Shenzhen, which is dubbed as China's Silicon Valley, issued a statement early on Saturday, confirming that residents will no longer need to provide a nucleic acid test certificate when entering public places such as pharmacies, parks and outdoor tourist attractions, as well as taking public transport, but will still need to scan a venue code to check in at airports or train stations, and show their green health code. 

Residents in Chongqing, one of the hardest-hit cities amid the current Omicron flare-up, were urged not to take nucleic acid tests unless necessary and in cities like Zhuhai in Guangdong, local authorities stopped providing free nucleic acid testing starting Sunday. A PCR test will cost 2.6 yuan ($0.36) per person for a combined sample and 13 yuan for individual tests.

Urumqi, capital of Northwest China's Xinjiang Uygur Autonomous Region, will step up efforts to boost the resumption of work, production and business activities, officials said on Sunday. And starting from Sunday, pedestrian malls and ski resorts in the city will resume operation. 

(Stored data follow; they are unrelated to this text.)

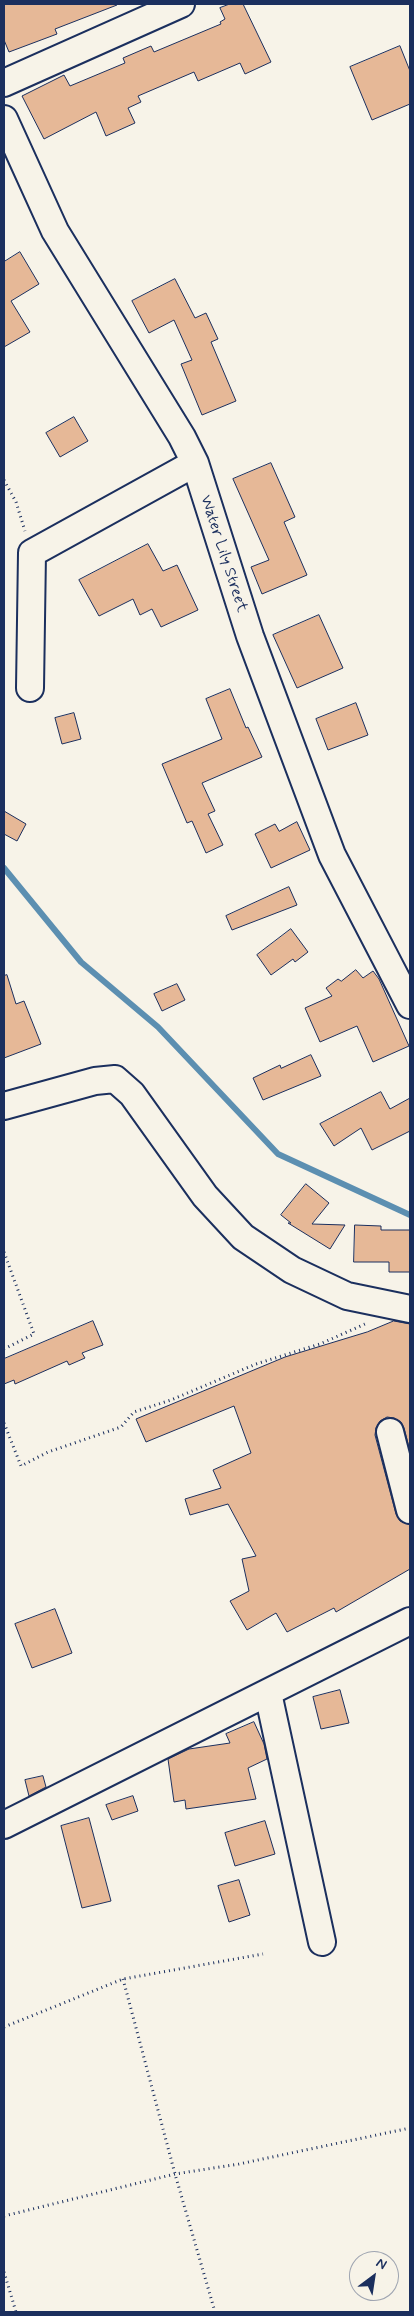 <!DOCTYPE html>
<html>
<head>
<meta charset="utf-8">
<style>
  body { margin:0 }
  #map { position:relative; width:414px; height:2316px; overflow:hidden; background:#f7f3e8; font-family:Mynerve,sans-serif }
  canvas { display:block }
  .frame { position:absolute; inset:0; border:5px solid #1b2f5e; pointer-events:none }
  .north { position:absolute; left:349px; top:2251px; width:50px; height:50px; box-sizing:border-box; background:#f7f3e8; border:1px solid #9fa5b1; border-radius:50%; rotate:31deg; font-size:14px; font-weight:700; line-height:20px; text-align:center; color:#1b2f5e }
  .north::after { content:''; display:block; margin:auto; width:18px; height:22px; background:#1b2f5e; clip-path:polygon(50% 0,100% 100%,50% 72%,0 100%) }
</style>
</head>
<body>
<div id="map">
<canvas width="414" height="2316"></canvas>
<div class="frame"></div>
<div class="north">N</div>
</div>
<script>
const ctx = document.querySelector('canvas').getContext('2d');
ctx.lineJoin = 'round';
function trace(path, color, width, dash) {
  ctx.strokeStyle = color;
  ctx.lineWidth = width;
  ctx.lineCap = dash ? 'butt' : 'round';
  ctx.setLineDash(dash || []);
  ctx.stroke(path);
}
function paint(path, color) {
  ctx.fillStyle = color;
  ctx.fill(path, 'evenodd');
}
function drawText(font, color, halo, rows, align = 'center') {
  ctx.font = font + ' Mynerve,sans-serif';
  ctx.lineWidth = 4;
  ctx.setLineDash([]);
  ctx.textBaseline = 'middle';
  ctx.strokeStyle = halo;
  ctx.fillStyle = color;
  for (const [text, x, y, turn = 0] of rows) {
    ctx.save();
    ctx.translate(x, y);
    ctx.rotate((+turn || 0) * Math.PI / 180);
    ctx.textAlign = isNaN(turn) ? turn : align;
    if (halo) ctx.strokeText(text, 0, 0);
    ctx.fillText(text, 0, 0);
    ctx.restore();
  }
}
trace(new Path2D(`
  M4 868 81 962 158 1027 278 1154 410 1215`), '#5c8fb1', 6);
const building = new Path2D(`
  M4 4H117V5L55 29 57 34 9 52 4 40Z
  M230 4H243L271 62 245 74 240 63 198 81 194 72 138 96 141 102 128 108 135 123 106 136 96 112 44 139 22 96 64 75 70 86 125 63 123 58 151 46 154 52 221 24 220 22 225 19 220 8Z
  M400 46 410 71V104L372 120 350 67Z
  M20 252 39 284 11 301 30 332 4 347V262Z
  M175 279 195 318 206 313 218 339 211 342 236 401 202 415 181 364 192 360 174 320 149 333 132 301Z
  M74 417 88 441 60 457 46 433Z
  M271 463 295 517 284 522 307 575 262 594 251 567 269 560 233 479Z
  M148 544 163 571 177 565 198 610 161 627 152 609 140 615 133 599 99 616 79 580Z
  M319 615 343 668 297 688 273 635Z
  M230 689 246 728 248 727 262 757 202 783 215 811 208 814 223 845 206 853 192 821 187 823 162 764 222 739 206 699Z
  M356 703 368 735 328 750 316 719Z
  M74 713 81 739 62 744 55 718Z
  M4 811 26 824 17 841 4 834Z
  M297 822 310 850 271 868 255 834 275 824 279 831Z
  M289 887 297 905 232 930 226 916Z
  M291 929 308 952 295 962 293 959 271 975 257 955Z
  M356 970 363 978 373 971 379 979 409 1046 373 1062 357 1026 320 1042 305 1008 332 996 326 988 338 979 341 981Z
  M7 975 16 1004 24 1001 41 1044 4 1058V976Z
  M177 984 185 1000 162 1011 154 994Z
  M311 1055 321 1076 263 1100 253 1078 280 1065 281 1068Z
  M381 1092 390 1109 410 1098V1131L372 1150 361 1128 334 1146 320 1124Z
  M306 1184 329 1203 312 1224 345 1225 330 1249 288 1223H291L281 1215Z
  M355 1225 381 1226V1230H410V1272H389V1262H354Z
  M93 1321 103 1345 82 1353 85 1358 69 1365 67 1361 15 1384 14 1380 4 1384V1359Z
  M394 1321 410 1324V1451L404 1428 401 1422 394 1418 387 1417 380 1421 376 1428 375 1435 396 1514 400 1521 410 1525V1569L336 1612 334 1608 287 1632 276 1613 247 1630 230 1601 249 1591 242 1559 256 1556 228 1504 190 1515 185 1499 221 1488 213 1470 251 1453 234 1406 146 1442 136 1419 285 1357 367 1332Z
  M55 1609 72 1653 32 1668 15 1624Z
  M340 1690 349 1723 321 1729 313 1697Z
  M254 1722 264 1744 267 1759 248 1768 256 1799 186 1809 185 1800 174 1802 168 1759 189 1749 230 1743 226 1734Z
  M43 1776 46 1787 29 1796 25 1780Z
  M133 1796 138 1811 112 1820 106 1805Z
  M89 1818 111 1901 82 1908 61 1826Z
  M265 1821 275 1854 235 1866 225 1833Z
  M239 1880 250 1915 229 1922 218 1886Z`);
paint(building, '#e6b897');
trace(building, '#1b2f5e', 1);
const minor = new Path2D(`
  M4 83 181 4
  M4 119 55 231 182 437 195 463 250 636 332 855 410 1005
  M30 688 32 553 195 463
  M4 1106 95 1081 115 1079 132 1094 205 1196 243 1237 292 1270 347 1296 410 1309
  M390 1432 410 1510
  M268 1693 322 1942
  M4 1825 410 1621`);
trace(minor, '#1b2f5e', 30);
trace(new Path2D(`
  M4 480 16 502 25 531
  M4 1252 34 1334 4 1349
  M4 1423 21 1466 48 1452 121 1427 134 1412 171 1400 256 1364 320 1344 365 1324
  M123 1979 175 2174 215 2312
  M4 2027 123 1979 263 1954
  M4 2216 175 2174 239 2164 410 2128
  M4 2272 16 2312`), '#1b2f5e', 3, [1, 4]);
trace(minor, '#f7f3e8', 26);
drawText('16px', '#1b2f5e', '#f7f3e8', [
  ["Water Lily Street",223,554,72]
]);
</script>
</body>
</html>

Several districts in Beijing have announced that people who stay at home and do not need to go to public places can now opt not to take daily nucleic acid tests, an approach designed to achieve a more precise way to reduce risk and conserve resources. The capital city also announced on Friday that 48-hour valid nucleic acid tests are no longer needed on buses and subways starting Monday.

The process of opening and walking out of the pandemic should proceed step by step, and China faces the most urgent tasks now such as increasing the vaccination rates among elderly people and preparing more medical resources for treating a possible increase in severe cases, Chen Xi, an assistant professor of public health at Yale University, told the Global Times on Sunday. 

"The Chinese mainland could take Singapore as example. Singapore, with limited medical resources, allows more patients with mild or no symptoms to stay at home to relieve the pressure of already strained hospital resources and distribute those resources to those in most need," Chen said. 

Cities like Guangzhou and Beijing have begun allowing close contacts or some who test positive to undergo home quarantine if certain requirements are met. Usually, close contacts shall be placed under centralized quarantine in principle, which also heavily weighs on public facility arrangement. 

Like in Hong Kong where local authorities have been calling for increasing vaccination among elderly people, the mainland should now prioritize vaccination among those over 80 years old and then those from 60-79, especially the booster shot, as those people are high-risk groups, Chen noted. 

To walk out of the epidemic, it is crucial to build immunity among vulnerable groups and the future work is not focused on completely clearing the virus through nucleic acid testing but should focus on keeping the virus virulence at a very low level, Zhang Wenhong, a prominent epidemiologist based in Shanghai, said at a public forum on Saturday. 

Zhang also called for heterologous vaccination - mixing different types of vaccine to optimize immunity - when inoculating the third dose and launching a campaign for a fourth dose soon, according to media reports. 

Chinese health officials have again called on the elderly to get vaccinated, reiterating the high risk of developing severe syndrome after infection, as the Joint Prevention and Control Mechanism of the State Council issued new guidance for senior citizen vaccination.

"We are now shifting our strategy from preventing the virus to preventing severe cases and deaths so we need to put much more focus on the key vulnerable population," Wang said.